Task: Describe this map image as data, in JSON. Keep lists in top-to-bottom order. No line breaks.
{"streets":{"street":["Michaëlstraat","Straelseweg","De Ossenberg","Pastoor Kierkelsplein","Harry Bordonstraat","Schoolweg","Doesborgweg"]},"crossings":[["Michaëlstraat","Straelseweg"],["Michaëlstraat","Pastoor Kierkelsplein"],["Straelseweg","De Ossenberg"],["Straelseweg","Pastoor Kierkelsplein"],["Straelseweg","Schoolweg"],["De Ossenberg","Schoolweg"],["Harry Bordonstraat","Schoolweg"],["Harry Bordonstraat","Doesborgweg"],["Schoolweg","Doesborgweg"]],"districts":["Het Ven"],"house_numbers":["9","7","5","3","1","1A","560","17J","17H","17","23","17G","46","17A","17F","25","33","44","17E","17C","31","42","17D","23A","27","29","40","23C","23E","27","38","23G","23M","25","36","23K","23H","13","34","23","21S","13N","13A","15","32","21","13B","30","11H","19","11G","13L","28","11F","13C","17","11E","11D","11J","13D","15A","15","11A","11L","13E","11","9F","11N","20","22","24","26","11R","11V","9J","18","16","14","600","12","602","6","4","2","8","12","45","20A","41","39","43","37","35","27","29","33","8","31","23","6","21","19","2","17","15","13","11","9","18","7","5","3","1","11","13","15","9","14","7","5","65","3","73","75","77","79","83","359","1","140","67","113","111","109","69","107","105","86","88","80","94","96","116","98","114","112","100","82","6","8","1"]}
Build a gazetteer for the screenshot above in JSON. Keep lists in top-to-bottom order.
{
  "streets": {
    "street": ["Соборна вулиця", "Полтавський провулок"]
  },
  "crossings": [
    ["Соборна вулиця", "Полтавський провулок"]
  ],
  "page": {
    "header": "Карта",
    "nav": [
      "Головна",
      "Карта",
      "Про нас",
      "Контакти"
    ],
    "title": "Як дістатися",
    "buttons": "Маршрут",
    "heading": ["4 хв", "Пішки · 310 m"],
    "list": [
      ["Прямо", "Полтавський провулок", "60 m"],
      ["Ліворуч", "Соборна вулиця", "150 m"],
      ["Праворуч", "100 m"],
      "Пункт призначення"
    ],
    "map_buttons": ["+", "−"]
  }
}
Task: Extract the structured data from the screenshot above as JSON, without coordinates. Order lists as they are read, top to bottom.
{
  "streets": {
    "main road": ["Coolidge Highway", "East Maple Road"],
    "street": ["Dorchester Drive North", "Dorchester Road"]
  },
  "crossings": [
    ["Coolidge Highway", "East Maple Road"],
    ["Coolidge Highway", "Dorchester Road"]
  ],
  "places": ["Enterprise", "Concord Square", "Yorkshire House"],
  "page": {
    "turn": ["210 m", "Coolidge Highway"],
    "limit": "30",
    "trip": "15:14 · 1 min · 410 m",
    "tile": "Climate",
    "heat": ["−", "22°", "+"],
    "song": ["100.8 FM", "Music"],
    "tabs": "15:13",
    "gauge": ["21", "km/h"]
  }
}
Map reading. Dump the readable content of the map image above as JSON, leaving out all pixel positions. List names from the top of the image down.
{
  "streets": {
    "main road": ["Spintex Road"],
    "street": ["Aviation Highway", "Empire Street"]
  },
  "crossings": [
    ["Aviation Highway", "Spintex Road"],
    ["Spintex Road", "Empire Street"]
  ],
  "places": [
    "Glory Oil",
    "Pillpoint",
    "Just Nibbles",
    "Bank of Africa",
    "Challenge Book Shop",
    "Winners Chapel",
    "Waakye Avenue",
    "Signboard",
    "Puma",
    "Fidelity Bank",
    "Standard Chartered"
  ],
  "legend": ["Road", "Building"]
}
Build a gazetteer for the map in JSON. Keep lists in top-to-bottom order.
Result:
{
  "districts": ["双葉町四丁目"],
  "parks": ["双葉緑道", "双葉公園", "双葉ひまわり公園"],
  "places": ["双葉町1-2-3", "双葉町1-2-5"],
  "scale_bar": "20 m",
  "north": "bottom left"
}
+--
YOUR GOAL
The output should be the entire listing, exactly as it is.

FINISHED TASK
Task: Describe this map image as data, in JSON. Keep lists in top-to-bottom order. No line breaks.
{"streets":{"street":["Michaëlstraat","Straelseweg","De Ossenberg","Pastoor Kierkelsplein","Harry Bordonstraat","Schoolweg","Doesborgweg"]},"crossings":[["Michaëlstraat","Straelseweg"],["Michaëlstraat","Pastoor Kierkelsplein"],["Straelseweg","De Ossenberg"],["Straelseweg","Pastoor Kierkelsplein"],["Straelseweg","Schoolweg"],["De Ossenberg","Schoolweg"],["Harry Bordonstraat","Schoolweg"],["Harry Bordonstraat","Doesborgweg"],["Schoolweg","Doesborgweg"]],"districts":["Het Ven"],"house_numbers":["9","7","5","3","1","1A","560","17J","17H","17","23","17G","46","17A","17F","25","33","44","17E","17C","31","42","17D","23A","27","29","40","23C","23E","27","38","23G","23M","25","36","23K","23H","13","34","23","21S","13N","13A","15","32","21","13B","30","11H","19","11G","13L","28","11F","13C","17","11E","11D","11J","13D","15A","15","11A","11L","13E","11","9F","11N","20","22","24","26","11R","11V","9J","18","16","14","600","12","602","6","4","2","8","12","45","20A","41","39","43","37","35","27","29","33","8","31","23","6","21","19","2","17","15","13","11","9","18","7","5","3","1","11","13","15","9","14","7","5","65","3","73","75","77","79","83","359","1","140","67","113","111","109","69","107","105","86","88","80","94","96","116","98","114","112","100","82","6","8","1"]}
Build a gazetteer for the screenshot above in JSON. Keep lists in top-to-bottom order.
{
  "streets": {
    "street": ["Соборна вулиця", "Полтавський провулок"]
  },
  "crossings": [
    ["Соборна вулиця", "Полтавський провулок"]
  ],
  "page": {
    "header": "Карта",
    "nav": [
      "Головна",
      "Карта",
      "Про нас",
      "Контакти"
    ],
    "title": "Як дістатися",
    "buttons": "Маршрут",
    "heading": ["4 хв", "Пішки · 310 m"],
    "list": [
      ["Прямо", "Полтавський провулок", "60 m"],
      ["Ліворуч", "Соборна вулиця", "150 m"],
      ["Праворуч", "100 m"],
      "Пункт призначення"
    ],
    "map_buttons": ["+", "−"]
  }
}
Task: Extract the structured data from the screenshot above as JSON, without coordinates. Order lists as they are read, top to bottom.
{
  "streets": {
    "main road": ["Coolidge Highway", "East Maple Road"],
    "street": ["Dorchester Drive North", "Dorchester Road"]
  },
  "crossings": [
    ["Coolidge Highway", "East Maple Road"],
    ["Coolidge Highway", "Dorchester Road"]
  ],
  "places": ["Enterprise", "Concord Square", "Yorkshire House"],
  "page": {
    "turn": ["210 m", "Coolidge Highway"],
    "limit": "30",
    "trip": "15:14 · 1 min · 410 m",
    "tile": "Climate",
    "heat": ["−", "22°", "+"],
    "song": ["100.8 FM", "Music"],
    "tabs": "15:13",
    "gauge": ["21", "km/h"]
  }
}
Map reading. Dump the readable content of the map image above as JSON, leaving out all pixel positions. List names from the top of the image down.
{
  "streets": {
    "main road": ["Spintex Road"],
    "street": ["Aviation Highway", "Empire Street"]
  },
  "crossings": [
    ["Aviation Highway", "Spintex Road"],
    ["Spintex Road", "Empire Street"]
  ],
  "places": [
    "Glory Oil",
    "Pillpoint",
    "Just Nibbles",
    "Bank of Africa",
    "Challenge Book Shop",
    "Winners Chapel",
    "Waakye Avenue",
    "Signboard",
    "Puma",
    "Fidelity Bank",
    "Standard Chartered"
  ],
  "legend": ["Road", "Building"]
}
Build a gazetteer for the map in JSON. Keep lists in top-to-bottom order.
Result:
{
  "districts": ["双葉町四丁目"],
  "parks": ["双葉緑道", "双葉公園", "双葉ひまわり公園"],
  "places": ["双葉町1-2-3", "双葉町1-2-5"],
  "scale_bar": "20 m",
  "north": "bottom left"
}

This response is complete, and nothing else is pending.